Slack
Earlier this year, I rejected a good-but-not-great job opportunity for the first time in recent memory. I was scared. What if I couldn’t find anything better? What if that startup did really well? Then, I forgot about it and went on to get a better gig months later.
3 weeks ago, my car was stolen in SF. Beyond the initial shock, I don’t feel too bad about the incident. The only thing I miss are a pair of very comfy shorts. Yes, since I was surfing when it all happened, they literally stole the shirt off of my back.
I love feeling this way about things and about life, but it feels so vague that I can only capture it by writing it down. After some pondering, I realized that what I have is slack.
In project management, slack is defined as the amount of time a task can be delayed before the whole project is delayed.
In life, slack affords exploration, choice, and values.
When people discuss privilege, what they often mean is slack. I graduated college without student loans, which allowed me to take on a series of non-obvious jobs until I finally discovered what I love to do. Had I been burdened with loans, I would have started my career in finance or consulting, and missed out on a pivotal $12 / hr internship in San Francisco.

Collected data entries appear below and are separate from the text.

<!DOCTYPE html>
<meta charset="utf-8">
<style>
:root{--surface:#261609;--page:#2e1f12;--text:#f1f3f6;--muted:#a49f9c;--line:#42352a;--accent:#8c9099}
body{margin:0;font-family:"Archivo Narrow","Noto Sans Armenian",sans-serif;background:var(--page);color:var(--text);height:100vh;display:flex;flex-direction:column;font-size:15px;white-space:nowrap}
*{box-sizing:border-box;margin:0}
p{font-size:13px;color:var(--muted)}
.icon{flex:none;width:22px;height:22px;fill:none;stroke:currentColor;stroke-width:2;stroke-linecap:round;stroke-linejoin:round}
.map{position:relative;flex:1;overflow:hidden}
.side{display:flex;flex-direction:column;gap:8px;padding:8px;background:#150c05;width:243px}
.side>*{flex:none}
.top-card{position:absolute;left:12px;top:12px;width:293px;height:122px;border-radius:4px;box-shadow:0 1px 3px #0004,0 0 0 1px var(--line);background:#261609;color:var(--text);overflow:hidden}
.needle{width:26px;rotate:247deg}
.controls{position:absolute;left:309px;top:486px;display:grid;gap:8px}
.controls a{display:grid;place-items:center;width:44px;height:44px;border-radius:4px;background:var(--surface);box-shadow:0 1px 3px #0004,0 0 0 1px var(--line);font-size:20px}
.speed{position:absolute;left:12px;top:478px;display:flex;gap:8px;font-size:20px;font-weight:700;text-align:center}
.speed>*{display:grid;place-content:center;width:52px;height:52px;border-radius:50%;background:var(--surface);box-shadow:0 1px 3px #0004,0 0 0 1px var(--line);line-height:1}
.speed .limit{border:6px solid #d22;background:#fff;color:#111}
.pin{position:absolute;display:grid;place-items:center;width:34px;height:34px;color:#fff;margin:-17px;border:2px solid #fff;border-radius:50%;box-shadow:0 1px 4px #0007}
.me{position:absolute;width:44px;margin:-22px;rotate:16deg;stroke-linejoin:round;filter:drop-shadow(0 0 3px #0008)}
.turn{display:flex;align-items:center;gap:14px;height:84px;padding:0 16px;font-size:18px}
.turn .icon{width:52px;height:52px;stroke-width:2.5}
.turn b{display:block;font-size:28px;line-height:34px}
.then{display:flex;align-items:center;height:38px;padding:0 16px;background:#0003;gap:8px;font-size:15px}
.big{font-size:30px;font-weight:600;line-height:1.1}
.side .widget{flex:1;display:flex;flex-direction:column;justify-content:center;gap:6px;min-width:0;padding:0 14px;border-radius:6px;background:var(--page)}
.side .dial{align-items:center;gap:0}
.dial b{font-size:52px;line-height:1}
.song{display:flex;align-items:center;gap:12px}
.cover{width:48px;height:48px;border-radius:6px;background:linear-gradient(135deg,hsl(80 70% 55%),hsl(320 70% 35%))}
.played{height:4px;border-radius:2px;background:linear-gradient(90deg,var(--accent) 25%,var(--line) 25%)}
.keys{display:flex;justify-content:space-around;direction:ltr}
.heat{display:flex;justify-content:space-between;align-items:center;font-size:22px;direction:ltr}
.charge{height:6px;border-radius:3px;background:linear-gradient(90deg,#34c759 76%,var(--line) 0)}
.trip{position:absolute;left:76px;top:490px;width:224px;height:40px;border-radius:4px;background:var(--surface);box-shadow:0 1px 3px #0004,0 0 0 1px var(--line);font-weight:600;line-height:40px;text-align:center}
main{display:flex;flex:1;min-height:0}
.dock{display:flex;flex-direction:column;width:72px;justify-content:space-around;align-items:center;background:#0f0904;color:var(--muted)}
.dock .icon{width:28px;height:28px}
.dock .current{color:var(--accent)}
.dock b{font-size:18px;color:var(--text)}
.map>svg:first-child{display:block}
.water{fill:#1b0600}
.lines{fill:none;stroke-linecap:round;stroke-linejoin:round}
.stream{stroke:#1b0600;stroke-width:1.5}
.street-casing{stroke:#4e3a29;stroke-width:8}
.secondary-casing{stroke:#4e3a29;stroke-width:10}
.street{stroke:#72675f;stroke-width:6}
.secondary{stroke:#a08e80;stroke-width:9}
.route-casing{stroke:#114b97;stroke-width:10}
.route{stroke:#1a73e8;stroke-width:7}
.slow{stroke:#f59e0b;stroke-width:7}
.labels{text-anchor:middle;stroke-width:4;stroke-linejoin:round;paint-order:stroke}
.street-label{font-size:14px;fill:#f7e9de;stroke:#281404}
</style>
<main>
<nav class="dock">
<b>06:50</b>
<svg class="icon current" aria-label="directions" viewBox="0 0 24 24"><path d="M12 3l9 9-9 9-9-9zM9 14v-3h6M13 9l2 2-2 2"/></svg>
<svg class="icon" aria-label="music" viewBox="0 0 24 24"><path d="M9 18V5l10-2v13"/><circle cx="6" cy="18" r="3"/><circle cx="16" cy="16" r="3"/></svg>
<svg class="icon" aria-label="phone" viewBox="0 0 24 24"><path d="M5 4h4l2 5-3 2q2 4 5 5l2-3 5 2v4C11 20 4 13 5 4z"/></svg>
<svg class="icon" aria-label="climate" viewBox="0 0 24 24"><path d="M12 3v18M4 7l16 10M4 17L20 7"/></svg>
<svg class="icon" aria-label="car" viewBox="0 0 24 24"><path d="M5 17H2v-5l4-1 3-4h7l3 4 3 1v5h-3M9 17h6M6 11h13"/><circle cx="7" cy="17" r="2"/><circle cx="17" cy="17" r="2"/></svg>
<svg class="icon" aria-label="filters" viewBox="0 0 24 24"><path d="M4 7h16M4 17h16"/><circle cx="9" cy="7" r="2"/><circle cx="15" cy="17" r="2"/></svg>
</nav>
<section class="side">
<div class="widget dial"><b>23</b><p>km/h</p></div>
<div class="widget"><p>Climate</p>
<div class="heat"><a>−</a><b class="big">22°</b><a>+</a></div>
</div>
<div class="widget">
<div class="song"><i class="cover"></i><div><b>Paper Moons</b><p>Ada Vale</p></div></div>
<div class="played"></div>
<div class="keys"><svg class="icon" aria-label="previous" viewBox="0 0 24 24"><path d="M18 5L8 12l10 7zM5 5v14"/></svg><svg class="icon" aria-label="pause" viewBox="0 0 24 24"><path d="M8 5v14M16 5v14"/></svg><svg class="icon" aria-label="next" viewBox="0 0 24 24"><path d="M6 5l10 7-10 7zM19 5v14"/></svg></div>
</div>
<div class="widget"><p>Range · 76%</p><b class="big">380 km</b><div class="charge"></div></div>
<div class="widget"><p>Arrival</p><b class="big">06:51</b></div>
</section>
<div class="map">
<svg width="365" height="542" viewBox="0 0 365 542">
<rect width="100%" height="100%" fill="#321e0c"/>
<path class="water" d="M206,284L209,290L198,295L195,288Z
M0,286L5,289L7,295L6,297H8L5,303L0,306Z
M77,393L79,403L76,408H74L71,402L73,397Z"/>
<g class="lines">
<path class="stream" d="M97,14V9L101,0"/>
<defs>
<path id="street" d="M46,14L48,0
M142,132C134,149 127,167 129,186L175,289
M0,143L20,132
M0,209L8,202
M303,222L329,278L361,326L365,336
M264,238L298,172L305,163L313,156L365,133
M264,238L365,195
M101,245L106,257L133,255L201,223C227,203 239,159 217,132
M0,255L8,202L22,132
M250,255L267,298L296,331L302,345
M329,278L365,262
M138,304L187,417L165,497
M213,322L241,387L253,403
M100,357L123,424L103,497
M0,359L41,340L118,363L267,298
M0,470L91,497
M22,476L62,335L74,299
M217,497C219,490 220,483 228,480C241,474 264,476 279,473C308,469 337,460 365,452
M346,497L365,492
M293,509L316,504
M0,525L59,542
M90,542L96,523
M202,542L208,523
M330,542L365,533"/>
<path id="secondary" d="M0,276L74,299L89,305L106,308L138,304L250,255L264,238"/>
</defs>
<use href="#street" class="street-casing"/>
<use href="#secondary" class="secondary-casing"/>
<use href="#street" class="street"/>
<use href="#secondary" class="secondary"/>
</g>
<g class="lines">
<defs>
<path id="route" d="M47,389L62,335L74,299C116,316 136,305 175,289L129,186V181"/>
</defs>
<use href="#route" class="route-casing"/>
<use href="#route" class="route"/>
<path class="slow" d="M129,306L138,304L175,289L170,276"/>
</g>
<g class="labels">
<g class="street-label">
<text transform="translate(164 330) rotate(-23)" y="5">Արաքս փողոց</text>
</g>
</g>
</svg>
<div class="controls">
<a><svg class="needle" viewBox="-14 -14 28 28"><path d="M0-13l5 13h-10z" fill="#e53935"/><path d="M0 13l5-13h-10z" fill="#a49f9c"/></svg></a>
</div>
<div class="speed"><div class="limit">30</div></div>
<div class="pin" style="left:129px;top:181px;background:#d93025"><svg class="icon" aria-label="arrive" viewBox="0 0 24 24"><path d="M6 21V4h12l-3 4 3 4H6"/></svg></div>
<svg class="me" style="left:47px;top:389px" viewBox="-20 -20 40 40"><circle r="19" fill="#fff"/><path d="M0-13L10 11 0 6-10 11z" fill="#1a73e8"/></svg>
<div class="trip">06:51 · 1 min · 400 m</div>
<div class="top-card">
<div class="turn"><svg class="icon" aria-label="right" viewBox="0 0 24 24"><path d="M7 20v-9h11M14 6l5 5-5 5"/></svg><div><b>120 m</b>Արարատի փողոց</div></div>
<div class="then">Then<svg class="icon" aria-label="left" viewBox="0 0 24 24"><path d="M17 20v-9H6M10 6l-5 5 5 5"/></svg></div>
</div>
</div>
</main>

Choices made in the absence of slack is suffocating, forcing you to make bad, inefficient trades. During said internship in SF, I couldn’t afford expensive groceries, so I ate a lot of curried lentils over rice (classic carb on carb), and traded health for a balanced budget (though not for taste since lentils are delicious). It’s still so freeing to be able to buy whatever I want at Whole Foods.
Only by exploring different options and making deliberate, unforced choices can one develop a value system. No one faults the beggar for not caring more about climate change. Thus, slack frees you to be who you want to be, not who you are constrained to be.
It’s tempting to think that slack only comes from money, but I know plenty of high-income people who don’t have any slack. To paraphrase Mike Tyson — everyone has a plan until they get a mortgage.
Slack must be cultivated. The average person has very little slack, which is why we celebrate the whistleblowers, career changers, and entrepreneurs, all sacrificing in ways we cannot. Most things in life tightens and constrains, so we aptly label people who ignore those rules as slackers.
In these challenging times, I hope you can find more slack in your life. You deserve it.